## REQUIRED ACTION:
Set down the first line below and each line after it, ending with the one that holds "position:relative; flex:1; overflow:hidden". Pictures do not belong in the copy.

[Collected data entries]
%%

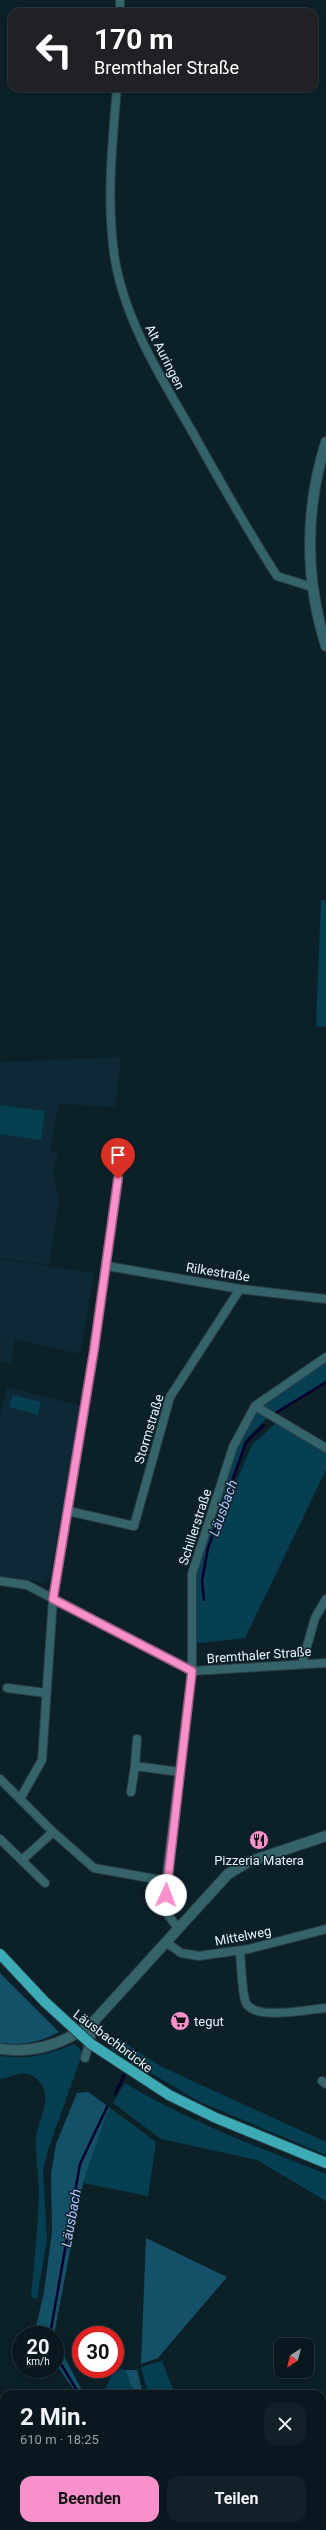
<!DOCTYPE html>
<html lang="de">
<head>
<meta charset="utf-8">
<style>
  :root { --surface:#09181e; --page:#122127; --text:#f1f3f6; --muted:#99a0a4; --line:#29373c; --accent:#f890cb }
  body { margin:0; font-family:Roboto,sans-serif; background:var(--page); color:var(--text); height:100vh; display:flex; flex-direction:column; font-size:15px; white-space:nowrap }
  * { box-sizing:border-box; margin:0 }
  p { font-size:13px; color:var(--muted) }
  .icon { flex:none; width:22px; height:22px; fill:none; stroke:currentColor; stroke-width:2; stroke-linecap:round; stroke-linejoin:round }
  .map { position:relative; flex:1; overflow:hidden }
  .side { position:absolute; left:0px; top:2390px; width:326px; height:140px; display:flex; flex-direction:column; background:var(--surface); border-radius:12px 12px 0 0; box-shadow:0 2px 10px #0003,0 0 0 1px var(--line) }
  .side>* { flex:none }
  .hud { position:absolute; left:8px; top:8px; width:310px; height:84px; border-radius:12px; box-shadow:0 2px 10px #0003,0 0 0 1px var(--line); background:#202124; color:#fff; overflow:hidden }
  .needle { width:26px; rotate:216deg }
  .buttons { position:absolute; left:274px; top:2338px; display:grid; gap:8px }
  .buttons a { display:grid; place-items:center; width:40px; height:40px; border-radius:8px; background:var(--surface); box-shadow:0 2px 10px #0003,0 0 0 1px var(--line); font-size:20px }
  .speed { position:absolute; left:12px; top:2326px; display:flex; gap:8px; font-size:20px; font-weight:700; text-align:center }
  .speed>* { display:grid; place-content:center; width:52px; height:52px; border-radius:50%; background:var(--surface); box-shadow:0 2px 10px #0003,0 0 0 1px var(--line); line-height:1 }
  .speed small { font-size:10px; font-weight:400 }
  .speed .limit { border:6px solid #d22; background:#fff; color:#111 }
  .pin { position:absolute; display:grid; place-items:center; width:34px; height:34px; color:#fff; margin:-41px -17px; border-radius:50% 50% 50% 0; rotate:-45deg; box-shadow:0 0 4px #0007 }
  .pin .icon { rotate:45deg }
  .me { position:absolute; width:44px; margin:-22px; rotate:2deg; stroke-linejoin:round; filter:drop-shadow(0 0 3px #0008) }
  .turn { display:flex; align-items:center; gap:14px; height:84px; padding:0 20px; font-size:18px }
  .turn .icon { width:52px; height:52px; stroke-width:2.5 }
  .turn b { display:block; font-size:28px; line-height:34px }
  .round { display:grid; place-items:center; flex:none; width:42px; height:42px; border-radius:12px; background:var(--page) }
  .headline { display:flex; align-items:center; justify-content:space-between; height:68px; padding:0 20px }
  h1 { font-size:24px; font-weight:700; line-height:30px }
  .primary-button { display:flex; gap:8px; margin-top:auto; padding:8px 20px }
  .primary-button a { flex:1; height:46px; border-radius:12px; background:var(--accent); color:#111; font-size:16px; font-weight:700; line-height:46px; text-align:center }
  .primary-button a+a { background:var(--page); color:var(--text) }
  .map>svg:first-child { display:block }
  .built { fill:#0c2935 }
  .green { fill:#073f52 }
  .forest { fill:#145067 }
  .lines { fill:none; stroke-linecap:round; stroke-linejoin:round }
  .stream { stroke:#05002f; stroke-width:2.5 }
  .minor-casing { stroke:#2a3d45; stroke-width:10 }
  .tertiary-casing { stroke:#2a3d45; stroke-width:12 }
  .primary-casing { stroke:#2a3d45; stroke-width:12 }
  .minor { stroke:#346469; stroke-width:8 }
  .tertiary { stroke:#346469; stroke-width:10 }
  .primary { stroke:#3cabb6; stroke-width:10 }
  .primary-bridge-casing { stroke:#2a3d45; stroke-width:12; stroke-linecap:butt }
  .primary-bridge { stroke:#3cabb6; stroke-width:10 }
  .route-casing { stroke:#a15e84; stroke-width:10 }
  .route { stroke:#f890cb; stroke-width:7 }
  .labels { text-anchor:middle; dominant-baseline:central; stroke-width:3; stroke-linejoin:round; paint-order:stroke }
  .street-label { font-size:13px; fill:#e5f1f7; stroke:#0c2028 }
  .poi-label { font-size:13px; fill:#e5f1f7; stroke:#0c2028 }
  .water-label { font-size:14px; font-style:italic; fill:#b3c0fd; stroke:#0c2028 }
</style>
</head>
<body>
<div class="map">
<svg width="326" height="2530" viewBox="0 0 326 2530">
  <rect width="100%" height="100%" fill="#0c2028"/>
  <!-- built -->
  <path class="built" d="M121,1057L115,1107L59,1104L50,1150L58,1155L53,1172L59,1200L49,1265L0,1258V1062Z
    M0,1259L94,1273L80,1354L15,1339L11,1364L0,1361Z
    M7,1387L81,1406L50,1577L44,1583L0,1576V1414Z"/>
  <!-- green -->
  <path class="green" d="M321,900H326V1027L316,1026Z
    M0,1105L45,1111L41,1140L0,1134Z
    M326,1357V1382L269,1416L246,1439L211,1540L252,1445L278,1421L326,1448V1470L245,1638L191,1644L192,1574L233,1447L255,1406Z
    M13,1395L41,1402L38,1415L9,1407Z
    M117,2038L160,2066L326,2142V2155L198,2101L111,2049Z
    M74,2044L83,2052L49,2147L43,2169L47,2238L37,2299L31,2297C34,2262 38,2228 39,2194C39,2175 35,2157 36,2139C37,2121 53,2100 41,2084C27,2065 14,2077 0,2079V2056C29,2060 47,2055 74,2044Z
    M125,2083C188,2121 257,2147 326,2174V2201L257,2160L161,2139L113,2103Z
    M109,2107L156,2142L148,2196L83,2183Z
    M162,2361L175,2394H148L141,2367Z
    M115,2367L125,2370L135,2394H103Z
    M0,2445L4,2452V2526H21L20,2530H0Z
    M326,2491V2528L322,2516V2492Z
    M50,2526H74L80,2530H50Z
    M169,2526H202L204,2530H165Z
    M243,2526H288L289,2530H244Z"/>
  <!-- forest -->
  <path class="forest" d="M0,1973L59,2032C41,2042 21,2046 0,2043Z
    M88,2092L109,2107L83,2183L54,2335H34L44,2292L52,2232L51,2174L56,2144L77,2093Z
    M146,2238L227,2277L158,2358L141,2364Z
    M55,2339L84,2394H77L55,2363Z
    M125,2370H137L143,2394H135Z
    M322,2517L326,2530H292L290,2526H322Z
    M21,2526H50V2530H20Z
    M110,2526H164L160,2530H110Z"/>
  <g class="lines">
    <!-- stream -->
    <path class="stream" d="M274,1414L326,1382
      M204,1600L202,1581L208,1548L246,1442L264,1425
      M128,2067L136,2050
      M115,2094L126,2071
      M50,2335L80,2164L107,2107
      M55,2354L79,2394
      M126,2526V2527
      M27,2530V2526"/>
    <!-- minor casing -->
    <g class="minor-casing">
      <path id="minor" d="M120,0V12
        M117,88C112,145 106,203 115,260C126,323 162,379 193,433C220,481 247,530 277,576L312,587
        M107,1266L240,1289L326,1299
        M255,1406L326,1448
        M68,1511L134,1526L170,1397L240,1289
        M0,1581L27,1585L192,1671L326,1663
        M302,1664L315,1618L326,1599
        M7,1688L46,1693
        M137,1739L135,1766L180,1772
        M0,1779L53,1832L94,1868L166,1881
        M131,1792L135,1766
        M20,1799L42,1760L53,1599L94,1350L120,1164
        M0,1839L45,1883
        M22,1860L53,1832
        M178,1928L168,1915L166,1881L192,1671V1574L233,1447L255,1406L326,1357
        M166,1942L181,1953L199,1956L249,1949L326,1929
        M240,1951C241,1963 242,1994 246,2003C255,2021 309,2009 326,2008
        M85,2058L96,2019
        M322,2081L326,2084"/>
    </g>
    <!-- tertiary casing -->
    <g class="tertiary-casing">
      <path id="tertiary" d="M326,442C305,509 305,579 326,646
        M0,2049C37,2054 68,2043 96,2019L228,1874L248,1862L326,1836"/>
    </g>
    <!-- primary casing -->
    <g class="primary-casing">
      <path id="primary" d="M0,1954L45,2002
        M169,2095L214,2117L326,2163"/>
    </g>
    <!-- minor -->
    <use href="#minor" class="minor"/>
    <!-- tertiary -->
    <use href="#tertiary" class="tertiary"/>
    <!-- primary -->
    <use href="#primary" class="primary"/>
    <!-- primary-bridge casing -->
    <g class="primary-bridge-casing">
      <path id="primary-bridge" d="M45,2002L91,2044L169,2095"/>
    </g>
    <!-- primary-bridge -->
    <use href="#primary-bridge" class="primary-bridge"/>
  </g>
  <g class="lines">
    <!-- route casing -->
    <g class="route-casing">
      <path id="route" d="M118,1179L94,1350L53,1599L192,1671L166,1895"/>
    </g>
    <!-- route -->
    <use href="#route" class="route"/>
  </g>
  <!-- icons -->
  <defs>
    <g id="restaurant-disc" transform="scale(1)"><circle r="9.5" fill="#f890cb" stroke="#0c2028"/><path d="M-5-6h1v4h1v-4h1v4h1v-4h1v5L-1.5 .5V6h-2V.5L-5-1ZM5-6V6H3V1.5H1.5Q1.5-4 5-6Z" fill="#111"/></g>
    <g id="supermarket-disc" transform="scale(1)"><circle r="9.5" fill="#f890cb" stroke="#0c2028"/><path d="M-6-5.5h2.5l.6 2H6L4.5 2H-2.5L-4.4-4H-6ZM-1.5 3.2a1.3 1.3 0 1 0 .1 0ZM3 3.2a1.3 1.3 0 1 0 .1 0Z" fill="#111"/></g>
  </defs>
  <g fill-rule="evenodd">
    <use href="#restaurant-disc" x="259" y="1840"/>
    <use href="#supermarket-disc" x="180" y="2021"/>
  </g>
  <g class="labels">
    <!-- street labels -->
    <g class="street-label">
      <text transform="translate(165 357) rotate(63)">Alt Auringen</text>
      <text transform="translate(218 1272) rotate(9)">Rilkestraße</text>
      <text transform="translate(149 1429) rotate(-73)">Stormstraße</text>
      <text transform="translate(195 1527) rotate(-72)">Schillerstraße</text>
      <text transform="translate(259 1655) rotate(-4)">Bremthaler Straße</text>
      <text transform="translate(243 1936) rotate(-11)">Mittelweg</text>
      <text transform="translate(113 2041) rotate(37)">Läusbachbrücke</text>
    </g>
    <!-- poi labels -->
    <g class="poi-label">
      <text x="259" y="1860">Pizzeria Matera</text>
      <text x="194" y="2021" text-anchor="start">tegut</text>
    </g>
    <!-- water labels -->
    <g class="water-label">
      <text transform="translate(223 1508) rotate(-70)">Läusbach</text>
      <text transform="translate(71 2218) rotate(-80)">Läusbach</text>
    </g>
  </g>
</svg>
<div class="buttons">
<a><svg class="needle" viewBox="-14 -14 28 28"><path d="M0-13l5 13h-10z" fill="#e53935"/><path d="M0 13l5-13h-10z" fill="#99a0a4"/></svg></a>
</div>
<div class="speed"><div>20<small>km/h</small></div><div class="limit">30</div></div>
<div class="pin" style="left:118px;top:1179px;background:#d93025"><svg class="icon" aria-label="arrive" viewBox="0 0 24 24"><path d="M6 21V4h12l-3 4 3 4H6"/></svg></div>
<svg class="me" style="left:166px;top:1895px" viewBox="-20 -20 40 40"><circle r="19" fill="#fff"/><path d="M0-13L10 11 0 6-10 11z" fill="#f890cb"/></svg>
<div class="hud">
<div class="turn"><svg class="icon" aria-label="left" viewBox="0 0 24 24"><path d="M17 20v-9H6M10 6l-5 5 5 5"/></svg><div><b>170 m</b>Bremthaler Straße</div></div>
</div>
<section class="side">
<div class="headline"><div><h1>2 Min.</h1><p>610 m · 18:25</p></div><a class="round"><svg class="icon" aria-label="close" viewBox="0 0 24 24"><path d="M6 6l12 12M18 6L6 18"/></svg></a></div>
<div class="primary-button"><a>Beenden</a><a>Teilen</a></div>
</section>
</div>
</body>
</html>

%%

## RESULT OF THE TASK:
<!DOCTYPE html>
<html lang="de">
<head>
<meta charset="utf-8">
<style>
  :root { --surface:#09181e; --page:#122127; --text:#f1f3f6; --muted:#99a0a4; --line:#29373c; --accent:#f890cb }
  body { margin:0; font-family:Roboto,sans-serif; background:var(--page); color:var(--text); height:100vh; display:flex; flex-direction:column; font-size:15px; white-space:nowrap }
  * { box-sizing:border-box; margin:0 }
  p { font-size:13px; color:var(--muted) }
  .icon { flex:none; width:22px; height:22px; fill:none; stroke:currentColor; stroke-width:2; stroke-linecap:round; stroke-linejoin:round }
  .map { position:relative; flex:1; overflow:hidden }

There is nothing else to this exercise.